# SDCard



## goldsmitht (Jun 13, 2011)

according to my paperwork, there is no removable SDCard in my phone, however, there is an SDCard file. i'm assuming (probably wrongly) that this is a partition on the 32GB memory?

also, what is the best disc to use? I want to max out at 64GB, so will need 32GB Card, mainly to store pictures.

thanks and big thanks for all the DEV's! haven't rooted yet, but looks like that's my weekend fun.


----------



## AzJazz (Jun 10, 2011)

Your documentation is correct. There isn't an SD card that came with your phone.

Your internal SD memory appears in the */mnt/sdcard* folder.

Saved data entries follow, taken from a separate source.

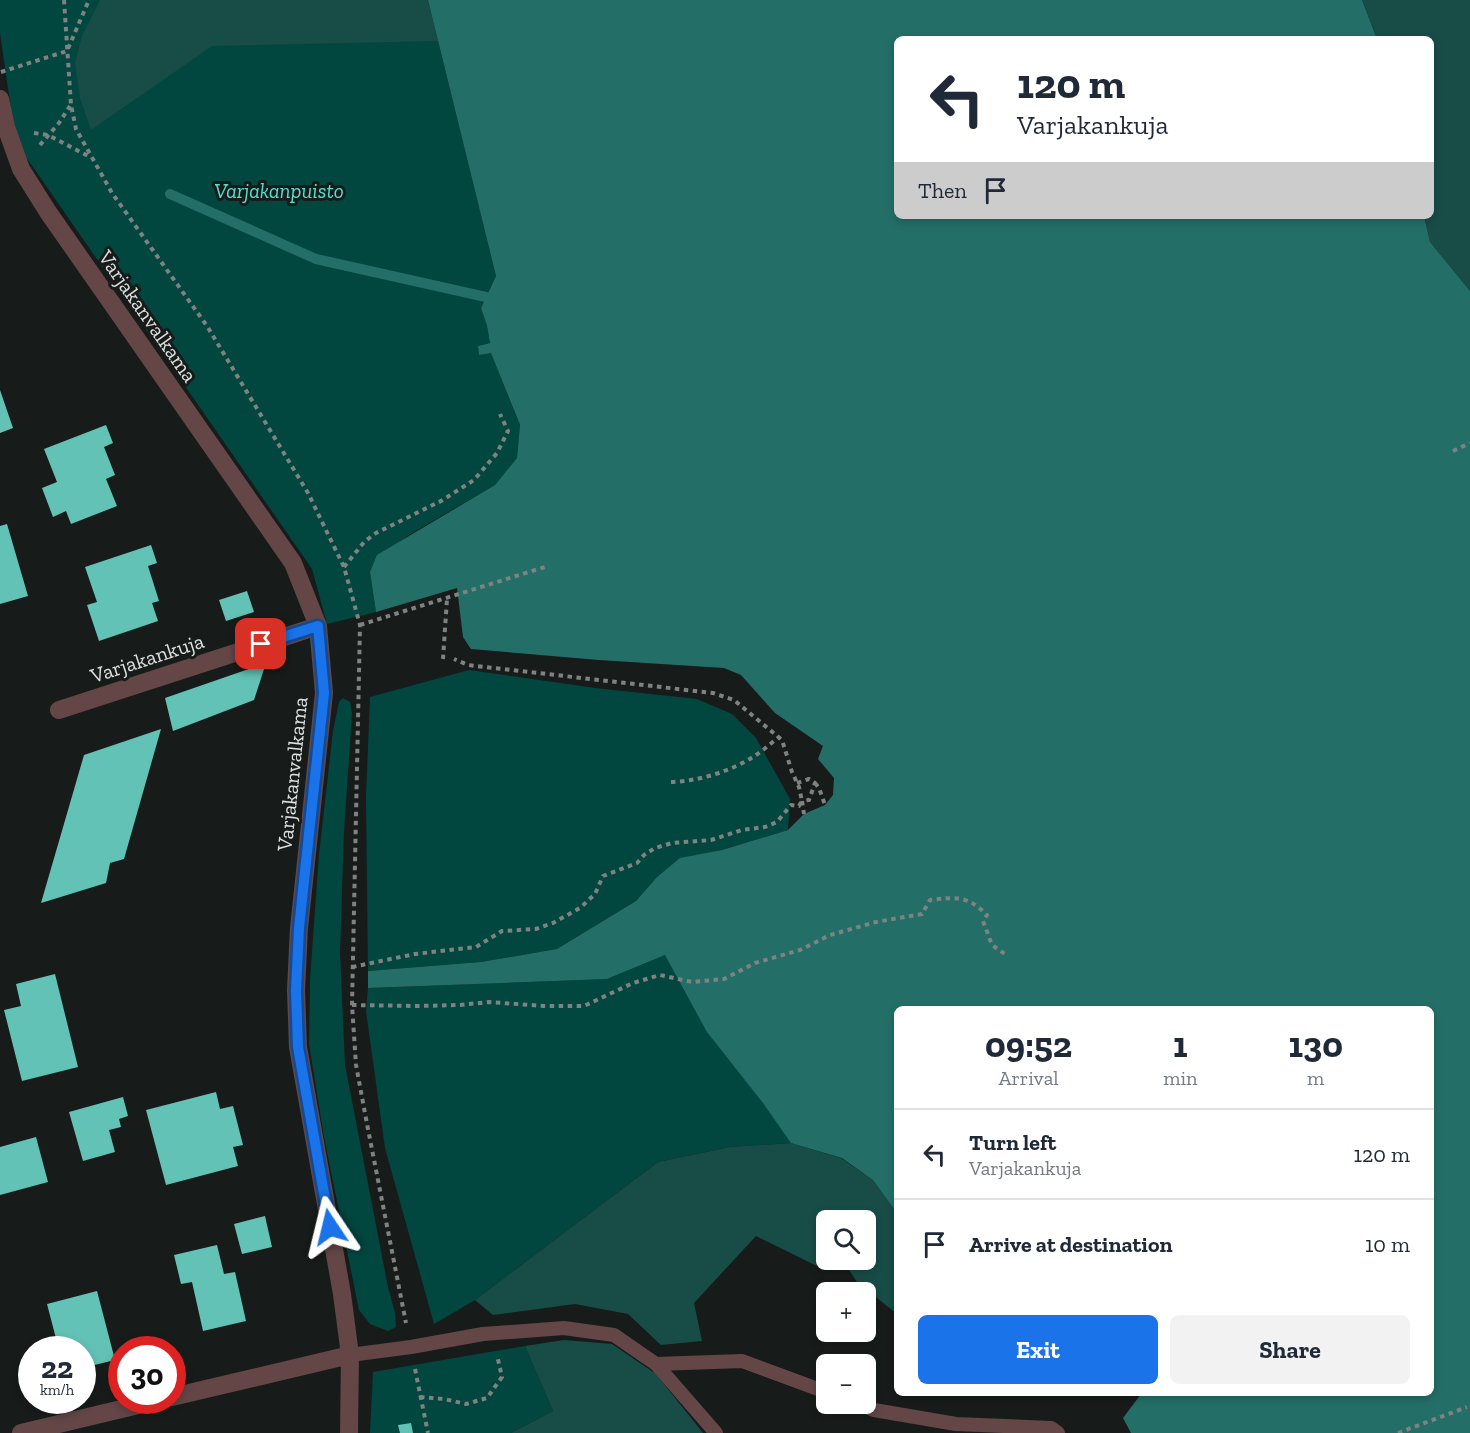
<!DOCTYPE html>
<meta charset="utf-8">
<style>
body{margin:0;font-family:"Zilla Slab",serif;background:#f2f2f3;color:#1f2937;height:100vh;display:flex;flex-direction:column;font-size:22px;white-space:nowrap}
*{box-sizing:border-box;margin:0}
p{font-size:20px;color:#747a83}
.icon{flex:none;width:33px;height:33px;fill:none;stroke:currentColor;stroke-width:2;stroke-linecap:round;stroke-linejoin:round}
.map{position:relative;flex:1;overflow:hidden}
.panel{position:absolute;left:894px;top:1006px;width:540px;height:390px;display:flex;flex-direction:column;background:#fff;border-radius:9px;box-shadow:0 3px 9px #0003}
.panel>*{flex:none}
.top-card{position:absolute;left:894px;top:36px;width:540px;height:183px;border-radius:9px;box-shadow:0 3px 9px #0003;background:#fff;color:#1f2937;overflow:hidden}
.controls{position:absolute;left:816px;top:1210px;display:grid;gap:12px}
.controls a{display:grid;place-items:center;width:60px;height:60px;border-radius:9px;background:#fff;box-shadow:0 3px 9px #0003;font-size:30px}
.speed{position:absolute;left:18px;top:1336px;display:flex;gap:12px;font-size:30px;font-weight:700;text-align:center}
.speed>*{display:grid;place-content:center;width:78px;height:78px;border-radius:50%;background:#fff;box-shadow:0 3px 9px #0003;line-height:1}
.speed small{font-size:15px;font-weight:400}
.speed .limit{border:9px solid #d22;background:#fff;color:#111}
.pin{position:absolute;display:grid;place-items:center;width:51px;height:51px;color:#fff;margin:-26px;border-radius:12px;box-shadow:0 3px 9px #0006}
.me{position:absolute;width:66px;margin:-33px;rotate:350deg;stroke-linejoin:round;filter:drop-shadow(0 0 4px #0008)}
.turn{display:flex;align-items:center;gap:21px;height:126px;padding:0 24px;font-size:27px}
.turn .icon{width:78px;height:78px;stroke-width:2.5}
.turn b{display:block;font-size:42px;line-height:51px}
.then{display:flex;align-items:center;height:57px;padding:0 24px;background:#0003;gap:12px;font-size:22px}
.eta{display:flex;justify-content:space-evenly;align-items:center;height:102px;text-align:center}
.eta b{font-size:36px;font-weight:800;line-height:42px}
.primary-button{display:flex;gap:12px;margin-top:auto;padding:12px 24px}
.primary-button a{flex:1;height:69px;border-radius:9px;background:#1a73e8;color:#fff;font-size:24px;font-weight:800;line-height:69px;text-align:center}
.primary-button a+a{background:#f2f2f3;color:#1f2937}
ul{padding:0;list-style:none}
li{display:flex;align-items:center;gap:18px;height:90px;padding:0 24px;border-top:2px solid #e0e1e3}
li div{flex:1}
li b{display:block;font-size:22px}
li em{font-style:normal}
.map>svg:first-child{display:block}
.green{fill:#024640}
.forest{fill:#184c47;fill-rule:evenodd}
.water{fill:#236f67}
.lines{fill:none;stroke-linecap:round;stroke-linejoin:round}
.stream{stroke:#236f67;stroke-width:10}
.building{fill:#62c2b6}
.path{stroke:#7e8281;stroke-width:4;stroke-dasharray:4.5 4.5;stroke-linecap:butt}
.service{stroke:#644647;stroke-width:14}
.minor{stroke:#644647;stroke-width:18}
.route-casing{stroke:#114b97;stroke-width:15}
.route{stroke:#1a73e8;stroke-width:10}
.labels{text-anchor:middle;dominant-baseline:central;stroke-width:6;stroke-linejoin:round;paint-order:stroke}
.park-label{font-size:21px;font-style:italic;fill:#53e0d1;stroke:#171c1b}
.street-label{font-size:21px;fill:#dce0df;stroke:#171c1b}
</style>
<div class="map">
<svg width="1470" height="1433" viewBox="0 0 1470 1433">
<rect width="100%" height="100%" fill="#171c1b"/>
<path class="green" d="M0 0H428L496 276 481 308 487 326 490 343 478 346 479 355 491 352 520 426 517 458 495 485 407 536 370 572 376 612 327 624 312 569 17 144 12 116 0 33Z
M469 670 595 688 697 699 732 714 756 738 790 799 788 830 722 850 680 859 657 877 636 901 557 949 481 962 368 971 366 797 370 697Z
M343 698 350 702 352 713 344 831 340 953 345 1065 388 1287 395 1313 396 1327 388 1331 370 1324 359 1310 324 1137 309 1044 310 980 319 854 333 731 339 702Z
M665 955 897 1010V1213L873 1180 842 1158 791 1143 730 1147 658 1162 475 1300 434 1324 385 1148 366 1011 368 988 607 979Z
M525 1346 553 1411 511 1433H370L373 1372Z"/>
<path class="forest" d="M100 0H428L438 41 212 46 91 130 80 98 75 62 82 36Z
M1362 0H1470V291L1430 242 1424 216H1431V39H1377Z
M791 1143 841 1158 873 1180 897 1213V1314L857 1282 846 1265 817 1266 756 1236 694 1303 702 1341 661 1345 628 1314 575 1304 493 1315 475 1300 658 1162 730 1147ZM826 1221H866V1260H826Z
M564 1340 612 1344 656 1374 703 1433H511L553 1411 525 1346Z"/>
<path class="water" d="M428 0H1362L1377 39H897V216H1424L1430 242 1470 291V1433H1131L1123 1418 1141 1394H1431V1010H897V1213L873 1180 842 1158 791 1143 763 1103 707 1032 665 955 607 979 368 988V971L481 962 557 949 636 901 657 877 680 858 722 850 788 830 804 814 825 805 833 795 834 778 818 759 823 746 775 713 741 675 724 668 599 660 471 649 463 637 457 588 376 612 370 572 377 555 495 485 517 458 520 425 491 353 479 355 478 346 490 343 487 326 481 308 496 276Z"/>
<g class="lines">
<path class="stream" d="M170 194 316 259 486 297"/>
</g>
<path class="building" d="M0 390 13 428 0 433Z
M106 425 113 443 104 447 115 475 106 479 117 506 71 524 66 511 53 517 42 488 57 482 44 449Z
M7 524 28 596 0 604V526Z
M151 545 157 563 148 566 159 601 152 603 158 621 99 641 87 605 97 602 85 567Z
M247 591 254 612 226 621 219 600Z
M266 663 254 700 173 731 165 698Z
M161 729 124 859 110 863 106 883 41 903 84 755Z
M55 974 78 1067 22 1081 4 1010 21 1006 16 984Z
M216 1092 220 1109 233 1106 243 1145 233 1147 238 1166 166 1185 146 1110Z
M123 1097 128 1116 119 1119 121 1127 109 1130 115 1152 83 1161 69 1112Z
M36 1137 48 1182 0 1195V1147Z
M265 1216 272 1247 242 1254 234 1224Z
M217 1245 224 1274 235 1272 246 1321 203 1331 192 1282 181 1284 174 1255Z
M97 1291 115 1360 82 1368V1350H59L47 1304Z
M411 1423 413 1433H400L398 1425Z"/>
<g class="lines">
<path class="path" d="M64 0 71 105 76 129 112 193 207 326 308 493 344 567 360 625 352 1005 356 1065 367 1124 406 1323
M1 72 67 51 89 0
M34 133 48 135 90 157
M40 145 59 123 70 106
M1453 451 1470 443
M344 567 364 542 376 533 441 501 474 480 497 453 508 431 500 414
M360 625 548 566
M443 659 447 599
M671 782C700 781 732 771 756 755 764 750 771 743 779 737
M797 783 809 779 815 783 809 800 802 801 804 814
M815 783 819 788 825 805
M352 967 415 954 476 947 502 931 536 929 553 923 580 908 595 894 603 876 637 863 644 855 655 848 672 843 711 840 742 830 765 827 777 822 791 805 799 806 802 801 799 787 792 772 782 740 734 700 713 693 468 665 454 659
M352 1005 417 1006 460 1005 489 1002 544 1006H584L633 983 660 975 692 982 724 979 755 963 800 950 830 935 876 922 922 914 930 900C956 897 967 895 987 915L983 921 992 945 1005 954
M415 1369 428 1433
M420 1397 444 1399 466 1404 487 1398 502 1377 497 1355
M1398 1433 1467 1407"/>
<path class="service" d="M350 1355 411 1347 483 1334 564 1328 614 1335 656 1364 716 1433
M656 1364 742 1361 826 1392
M858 1404 874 1410 956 1424 1051 1428 1058 1433"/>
<path class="minor" d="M0 99 6 127 21 169 48 212 293 563 318 626 324 693 299 928 296 990 298 1047 342 1294 350 1355 349 1433
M59 710 318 626
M172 1397 350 1355
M21 1433 155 1401"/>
</g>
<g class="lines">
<defs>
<path id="route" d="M261 644 318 626 324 693 299 928 296 990 298 1047 330 1227"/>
</defs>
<use href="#route" class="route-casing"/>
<use href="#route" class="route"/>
</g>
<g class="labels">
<g class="park-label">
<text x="279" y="190">Varjakanpuisto</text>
</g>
<g class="street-label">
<text transform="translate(148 316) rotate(55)">Varjakanvalkama</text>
<text transform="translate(147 658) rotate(-18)">Varjakankuja</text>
<text transform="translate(292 774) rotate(-84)">Varjakanvalkama</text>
</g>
</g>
</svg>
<div class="controls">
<a><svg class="icon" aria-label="search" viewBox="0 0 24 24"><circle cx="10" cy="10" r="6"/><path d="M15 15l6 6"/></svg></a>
<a>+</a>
<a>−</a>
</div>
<div class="speed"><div>22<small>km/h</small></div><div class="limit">30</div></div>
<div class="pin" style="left:261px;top:644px;background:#d93025"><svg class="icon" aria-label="arrive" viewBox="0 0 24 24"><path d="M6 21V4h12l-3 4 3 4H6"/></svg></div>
<svg class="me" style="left:330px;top:1227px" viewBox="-20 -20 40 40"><path d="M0-17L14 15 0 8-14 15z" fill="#1a73e8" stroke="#fff" stroke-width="4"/></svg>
<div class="top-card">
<div class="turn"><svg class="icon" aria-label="left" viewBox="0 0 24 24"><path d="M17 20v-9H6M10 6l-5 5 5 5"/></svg><div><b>120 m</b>Varjakankuja</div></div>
<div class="then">Then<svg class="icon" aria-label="arrive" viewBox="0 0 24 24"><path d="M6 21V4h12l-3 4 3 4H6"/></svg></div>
</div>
<section class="panel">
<div class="eta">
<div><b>09:52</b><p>Arrival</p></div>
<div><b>1</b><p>min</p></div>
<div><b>130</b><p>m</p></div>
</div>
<ul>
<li><svg class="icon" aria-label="left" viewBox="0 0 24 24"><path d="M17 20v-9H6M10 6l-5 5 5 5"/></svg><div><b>Turn left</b><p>Varjakankuja</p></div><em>120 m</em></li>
<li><svg class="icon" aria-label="arrive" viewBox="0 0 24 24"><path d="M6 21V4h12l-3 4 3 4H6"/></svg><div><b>Arrive at destination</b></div><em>10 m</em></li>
</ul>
<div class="primary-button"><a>Exit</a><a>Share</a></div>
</section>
</div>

When you install an external SD card, you will see it appear in the */mnt/extSdCard *folder.


----------



## landshark (Aug 6, 2011)

goldsmitht said:


> according to my paperwork, there is no removable SDCard in my phone, however, there is an SDCard file. i'm assuming (probably wrongly) that this is a partition on the 32GB memory?
> 
> also, what is the best disc to use? I want to max out at 64GB, so will need 32GB Card, mainly to store pictures.
> 
> thanks and big thanks for all the DEV's! haven't rooted yet, but looks like that's my weekend fun.


You won't max out with a 32GB card. The phone supports up to a 64GB SD card in addition to either the 16 or 32GB internal storage.


----------